One study that relied on the Motility chips is featured in the July-September debut issue of the journal IntraVital.

In the paper, researchers from the Albert Einstein College of Medicine, the University of Chicago, and Stanford School of Medicine demonstrated the use of CytooChips Motility to reconstitute an in vitro model of fibrillar tumor extracellular matrix, the tissue that supports the integrity of the tumor.

According to the authors, the micropatterned 1D adhesive tracks on the chips were used to mimic the linear ECM fibers of the tumor microenvironment. Similar morphologies, behaviors, and motility rates were observed in vivo and on micropatterned lines, they wrote. In particular, the authors found that tumor cell velocity on 1D substrates was in agreement with the high velocity values of tumor cells on ECM fibers observed in vivo.

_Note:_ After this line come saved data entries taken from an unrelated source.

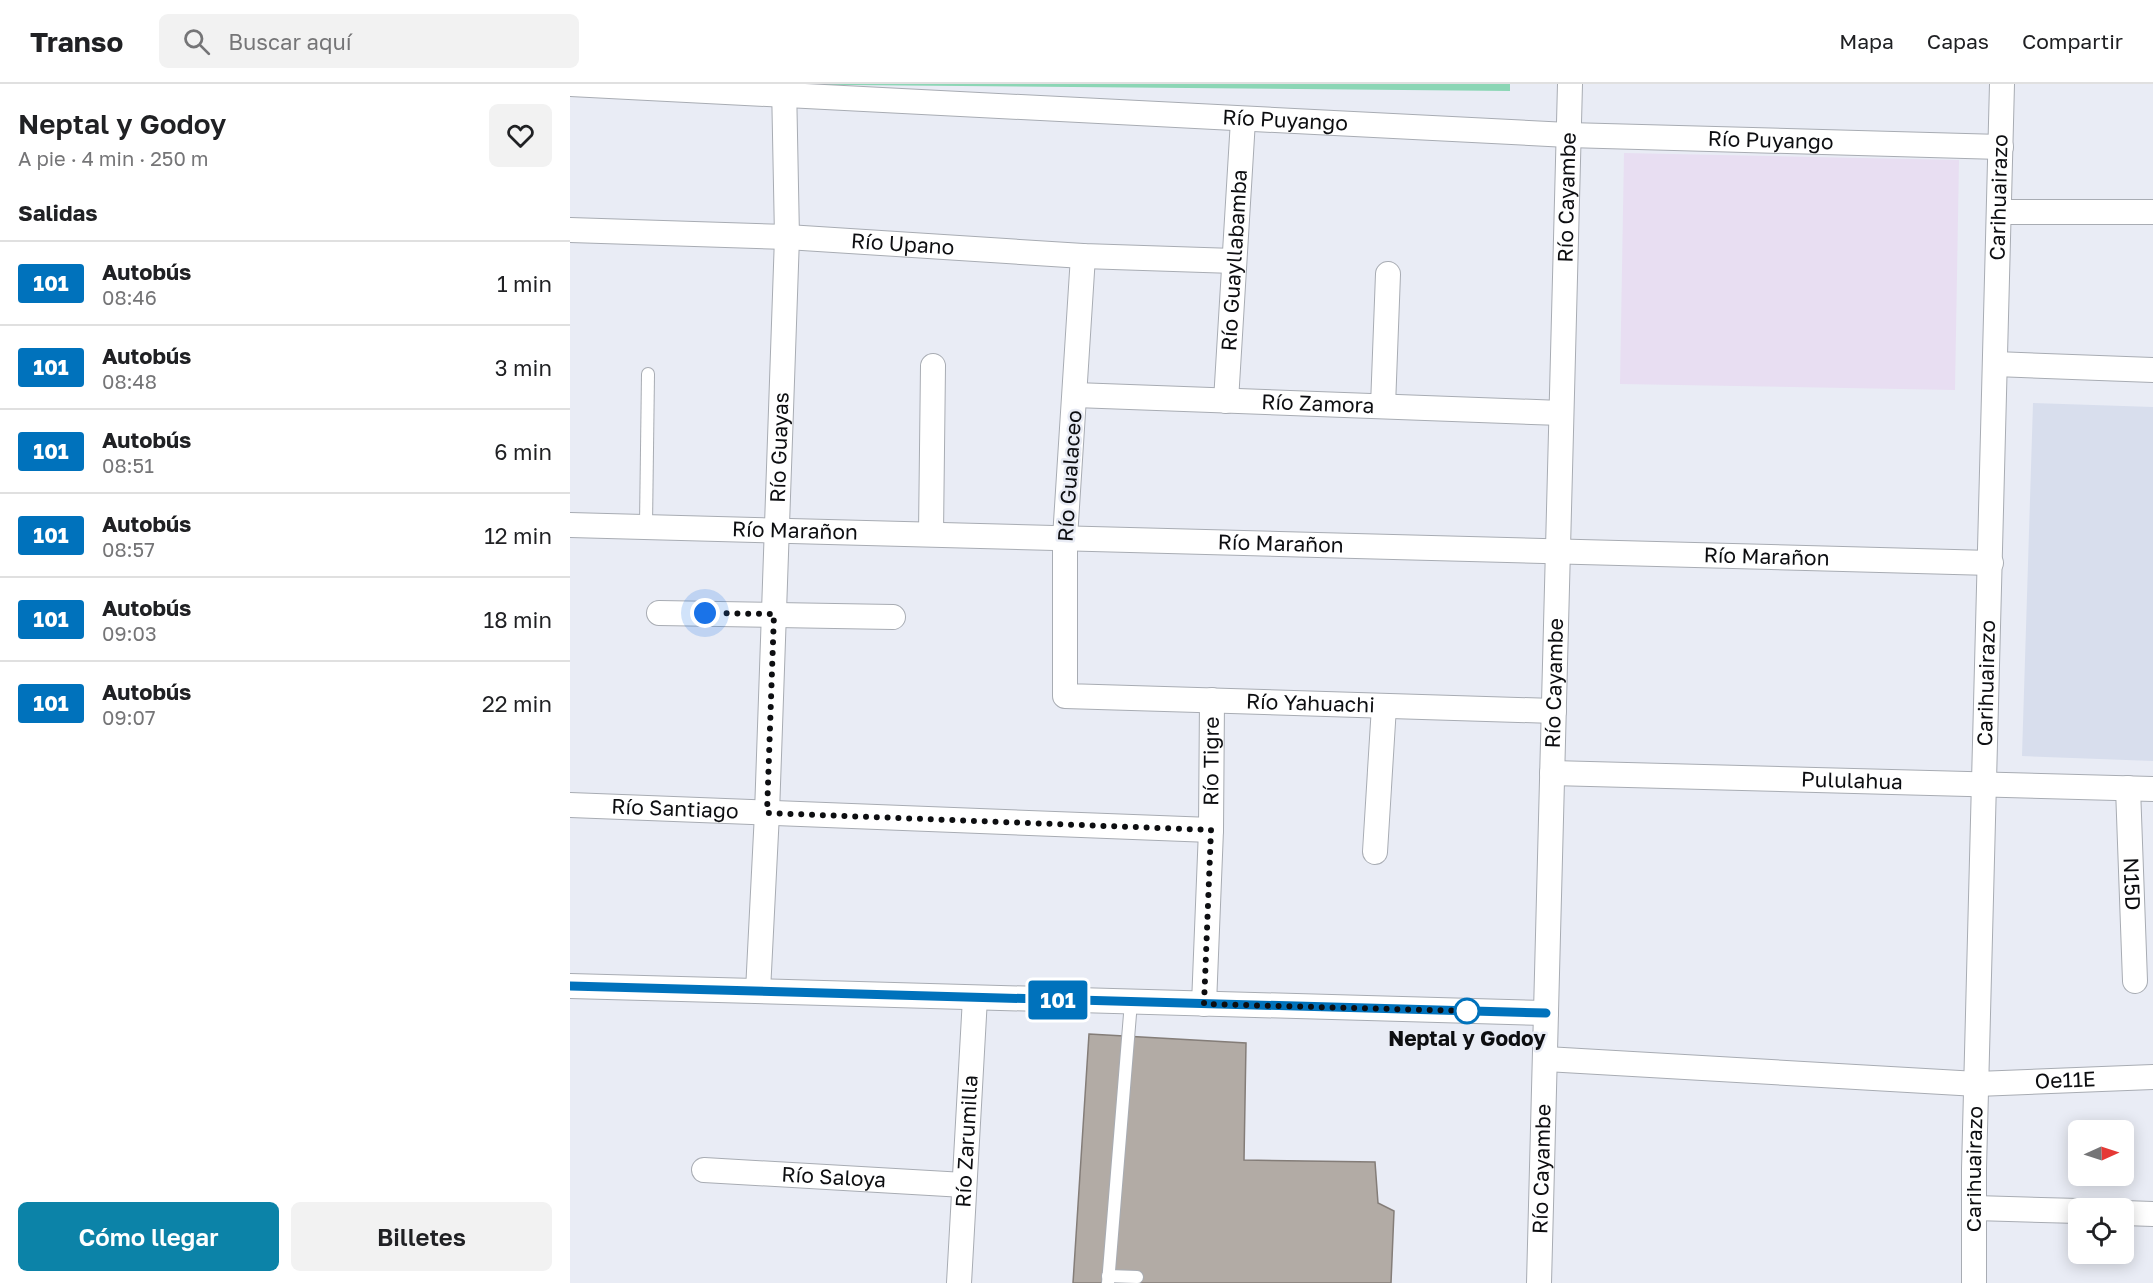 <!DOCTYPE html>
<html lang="es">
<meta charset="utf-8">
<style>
:root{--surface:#fff;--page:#f2f2f2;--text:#202124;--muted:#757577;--line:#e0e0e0;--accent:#0c83a8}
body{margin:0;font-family:"Golos Text",sans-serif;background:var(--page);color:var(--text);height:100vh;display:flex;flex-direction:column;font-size:22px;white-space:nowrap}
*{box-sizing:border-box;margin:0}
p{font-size:20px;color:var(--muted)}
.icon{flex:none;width:33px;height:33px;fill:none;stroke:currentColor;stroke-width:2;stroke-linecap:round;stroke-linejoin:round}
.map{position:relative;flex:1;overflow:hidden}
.sheet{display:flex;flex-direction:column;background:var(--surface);width:570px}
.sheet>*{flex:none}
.badge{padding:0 12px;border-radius:4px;font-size:21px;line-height:39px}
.needle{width:39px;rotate:87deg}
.buttons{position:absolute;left:1498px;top:1036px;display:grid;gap:12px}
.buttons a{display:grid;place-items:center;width:66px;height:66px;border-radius:9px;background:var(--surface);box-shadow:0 3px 15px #0003;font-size:30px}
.you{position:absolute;width:30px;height:30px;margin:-15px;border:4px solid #fff;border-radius:50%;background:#1a73e8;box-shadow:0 0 0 9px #1a73e833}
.map>.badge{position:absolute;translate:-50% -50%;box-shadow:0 0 0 3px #fff}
h2{padding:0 18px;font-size:22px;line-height:54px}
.round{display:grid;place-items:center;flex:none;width:63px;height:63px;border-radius:9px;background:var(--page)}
.summary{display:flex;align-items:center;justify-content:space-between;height:102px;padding:0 18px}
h1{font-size:28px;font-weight:600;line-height:45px}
.action{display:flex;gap:12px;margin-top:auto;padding:12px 18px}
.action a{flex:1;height:69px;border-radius:9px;background:var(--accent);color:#fff;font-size:24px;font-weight:600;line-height:69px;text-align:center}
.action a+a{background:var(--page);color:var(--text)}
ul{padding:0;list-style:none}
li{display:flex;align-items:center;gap:18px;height:84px;padding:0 18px;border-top:2px solid var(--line)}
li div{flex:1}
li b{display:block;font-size:22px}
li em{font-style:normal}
li .badge{min-width:66px;font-weight:700;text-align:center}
header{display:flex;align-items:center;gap:36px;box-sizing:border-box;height:84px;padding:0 30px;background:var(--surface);border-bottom:2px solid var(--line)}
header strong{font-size:28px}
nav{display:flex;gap:33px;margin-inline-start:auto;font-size:21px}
.search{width:420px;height:54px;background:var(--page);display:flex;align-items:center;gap:15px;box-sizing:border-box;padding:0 21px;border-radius:9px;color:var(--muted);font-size:22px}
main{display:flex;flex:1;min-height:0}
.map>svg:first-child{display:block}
.built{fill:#d8deed}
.medical{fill:#e8def2}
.green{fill:#8bd6b5}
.building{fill:#b2aba5;stroke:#847d78;stroke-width:1.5}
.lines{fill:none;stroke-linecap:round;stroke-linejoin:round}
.service-casing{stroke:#a8acb3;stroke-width:14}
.minor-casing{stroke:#a8acb3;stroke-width:26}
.service{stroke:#fff;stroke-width:12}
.minor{stroke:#fff;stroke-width:24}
.line-casing{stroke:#fff;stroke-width:14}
.line{stroke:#0072bc;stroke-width:9}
.walk{stroke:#0d0e11;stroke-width:6;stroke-dasharray:0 10.8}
.stop-dot{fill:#fff;stroke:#0072bc;stroke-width:3}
.labels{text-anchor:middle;stroke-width:5;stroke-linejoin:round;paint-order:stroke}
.street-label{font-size:21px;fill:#0d0e11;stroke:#e9ecf5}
.stop-label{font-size:21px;font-weight:bold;fill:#0d0e11;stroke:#e9ecf5}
</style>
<header>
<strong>Transo</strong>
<div class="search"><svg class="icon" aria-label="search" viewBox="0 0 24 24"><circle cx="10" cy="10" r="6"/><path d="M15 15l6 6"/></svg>Buscar aquí</div>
<nav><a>Mapa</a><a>Capas</a><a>Compartir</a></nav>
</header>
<main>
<section class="sheet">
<div class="summary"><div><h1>Neptal y Godoy</h1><p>A pie · 4 min · 250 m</p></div><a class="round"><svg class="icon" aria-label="heart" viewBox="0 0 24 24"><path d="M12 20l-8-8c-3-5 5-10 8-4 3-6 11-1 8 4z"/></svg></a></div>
<h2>Salidas</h2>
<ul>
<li><span class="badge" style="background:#0072bc;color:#fff">101</span><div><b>Autobús</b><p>08:46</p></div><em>1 min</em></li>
<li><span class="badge" style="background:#0072bc;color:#fff">101</span><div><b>Autobús</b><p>08:48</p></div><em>3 min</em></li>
<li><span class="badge" style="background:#0072bc;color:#fff">101</span><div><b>Autobús</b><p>08:51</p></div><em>6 min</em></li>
<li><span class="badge" style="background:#0072bc;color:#fff">101</span><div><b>Autobús</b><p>08:57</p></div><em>12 min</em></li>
<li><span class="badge" style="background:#0072bc;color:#fff">101</span><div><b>Autobús</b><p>09:03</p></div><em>18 min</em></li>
<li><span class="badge" style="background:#0072bc;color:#fff">101</span><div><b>Autobús</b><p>09:07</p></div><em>22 min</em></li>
</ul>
<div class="action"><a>Cómo llegar</a><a>Billetes</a></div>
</section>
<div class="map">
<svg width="1583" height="1199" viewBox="0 0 1583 1199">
<rect width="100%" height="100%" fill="#e9ecf5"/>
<path class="built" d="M 1463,319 L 1583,323 L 1583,677 L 1452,672 Z"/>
<path class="medical" d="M 1054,69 L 1389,76 L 1385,306 L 1050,300 Z"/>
<path class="green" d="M 164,0 L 940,0 L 940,7 Z"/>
<path class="building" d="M 519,950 L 676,959 L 674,1076 L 805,1078 L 808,1119 L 824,1127 L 821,1199 L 503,1199 Z"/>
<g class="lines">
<g class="service-casing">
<g id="service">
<path d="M 76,441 L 78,290"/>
<path d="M 538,1192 L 567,1193"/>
<path d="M 538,1199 L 561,918"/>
</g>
</g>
<g class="minor-casing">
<g id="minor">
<path id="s1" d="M 0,0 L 998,51 L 1431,63"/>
<path d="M 1431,128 L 1583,128"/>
<path id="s2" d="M 0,146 L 217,153 L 513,172 L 664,177"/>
<path id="s3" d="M 513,172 L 495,454 L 495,612 L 984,627"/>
<path d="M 1425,280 L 1583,286"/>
<path id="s4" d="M 505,311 L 991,329"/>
<path id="s5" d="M 656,317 L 673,36"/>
<path d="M 813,322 L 818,190"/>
<path id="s6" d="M 0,441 L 1421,479"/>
<path d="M 361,449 L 363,282"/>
<path d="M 89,529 L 323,533"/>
<path id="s7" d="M 982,689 L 1583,705"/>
<path id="s8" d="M 1558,704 L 1565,897"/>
<path id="s9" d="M 0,721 L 641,746"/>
<path d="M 805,768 L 814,622"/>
<path d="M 0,902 L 976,929"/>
<path id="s10" d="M 188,907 L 197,729 L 217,153 L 214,0"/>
<path id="s11" d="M 634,920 L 641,746 L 642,616"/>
<path id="s12" d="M 976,975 L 1407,1000 L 1583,993"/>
<path id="s13" d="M 134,1086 L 394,1101"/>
<path d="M 1405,1124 L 1509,1127"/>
<path d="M 1554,1129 L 1583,1130"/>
<path id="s14" d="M 389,1199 L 405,914"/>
<path id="s15" d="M 969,1199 L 1000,0"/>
<path id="s16" d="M 1404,1199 L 1404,1085 L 1432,0"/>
</g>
</g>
<use href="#service" class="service"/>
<use href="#minor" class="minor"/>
</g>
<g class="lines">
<g class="line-casing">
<path id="line" d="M 0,902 L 976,929"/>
</g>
<use href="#line" class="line"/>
<path class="walk" d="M 135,529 L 204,530 L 197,729 L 641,746 L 634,920 L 897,927"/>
</g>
<circle class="stop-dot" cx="897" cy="927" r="12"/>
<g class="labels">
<g class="street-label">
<text dy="7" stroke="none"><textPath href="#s1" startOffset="716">Río Puyango</textPath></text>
<text dy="7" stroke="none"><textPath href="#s1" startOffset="1202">Río Puyango</textPath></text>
<text dy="7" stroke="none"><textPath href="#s15" startOffset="1086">Río Cayambe</textPath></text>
<text dy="7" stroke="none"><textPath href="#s16" startOffset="1086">Carihuairazo</textPath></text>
<text dy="7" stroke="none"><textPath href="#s2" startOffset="333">Río Upano</textPath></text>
<text dy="7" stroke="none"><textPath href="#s5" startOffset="141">Río Guayllabamba</textPath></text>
<text dy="7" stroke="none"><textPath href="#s4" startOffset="243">Río Zamora</textPath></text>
<text dy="7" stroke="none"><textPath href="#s10" startOffset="544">Río Guayas</textPath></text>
<text transform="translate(500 392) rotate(-86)" y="7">Río Gualaceo</text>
<text dy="7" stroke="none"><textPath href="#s6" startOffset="225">Río Marañon</textPath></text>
<text dy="7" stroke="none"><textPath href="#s6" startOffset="711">Río Marañon</textPath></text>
<text dy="7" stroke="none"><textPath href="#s6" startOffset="1197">Río Marañon</textPath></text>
<text dy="7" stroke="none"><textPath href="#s16" startOffset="600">Carihuairazo</textPath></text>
<text dy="7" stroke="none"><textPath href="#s15" startOffset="600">Río Cayambe</textPath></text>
<text dy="7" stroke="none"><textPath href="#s3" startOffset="686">Río Yahuachi</textPath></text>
<text dy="7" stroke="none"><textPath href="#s11" startOffset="243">Río Tigre</textPath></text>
<text dy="7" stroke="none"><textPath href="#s7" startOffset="300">Pululahua</textPath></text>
<text dy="7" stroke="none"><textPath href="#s9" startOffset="105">Río Santiago</textPath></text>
<text dy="7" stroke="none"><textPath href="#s8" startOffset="96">N15D</textPath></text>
<text dy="7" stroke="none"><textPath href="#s12" startOffset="520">Oe11E</textPath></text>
<text dy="7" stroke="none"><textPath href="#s14" startOffset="142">Río Zarumilla</textPath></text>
<text dy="7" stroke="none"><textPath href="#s15" startOffset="114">Río Cayambe</textPath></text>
<text dy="7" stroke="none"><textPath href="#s16" startOffset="114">Carihuairazo</textPath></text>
<text dy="7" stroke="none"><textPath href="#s13" startOffset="130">Río Saloya</textPath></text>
</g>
<g class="stop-label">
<text x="897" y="962">Neptal y Godoy</text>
</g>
</g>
</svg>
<div class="buttons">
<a><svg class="needle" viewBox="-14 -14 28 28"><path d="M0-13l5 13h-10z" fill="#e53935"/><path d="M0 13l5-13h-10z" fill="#757577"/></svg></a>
<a><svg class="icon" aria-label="locate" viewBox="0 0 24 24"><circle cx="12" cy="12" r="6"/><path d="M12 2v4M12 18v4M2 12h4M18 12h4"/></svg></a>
</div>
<div class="you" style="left:135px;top:529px"></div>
<b class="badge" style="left:488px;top:916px;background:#0072bc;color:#fff">101</b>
</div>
</main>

In comparison, they observed that on classical 2D substrates used in cell analysis, motility rates were tenfold lower than what can be observed in vivo. On Cytoo's micropatterned lines, the authors could also reproduce the assembly of alternating tumor cells and macrophages identified as streams in vivo.

They concluded that the CytooChip-based 1D micropatterned substrate model "more closely approximates the fibrillar nature of the in vivo tumor microenvironment and offers a simple and more appropriate substrate for detailed analyses of cell protrusion, cell-cell pairing and migration than conventional 2D substrates."

Loiraud said that the researchers' results are "really exciting" for Cytoo, as it is the first time that "such a tight correlation between observations in vivo and in vitro using our 1D line micropatterns for the study of tumor cell pairing and streaming" has been shown.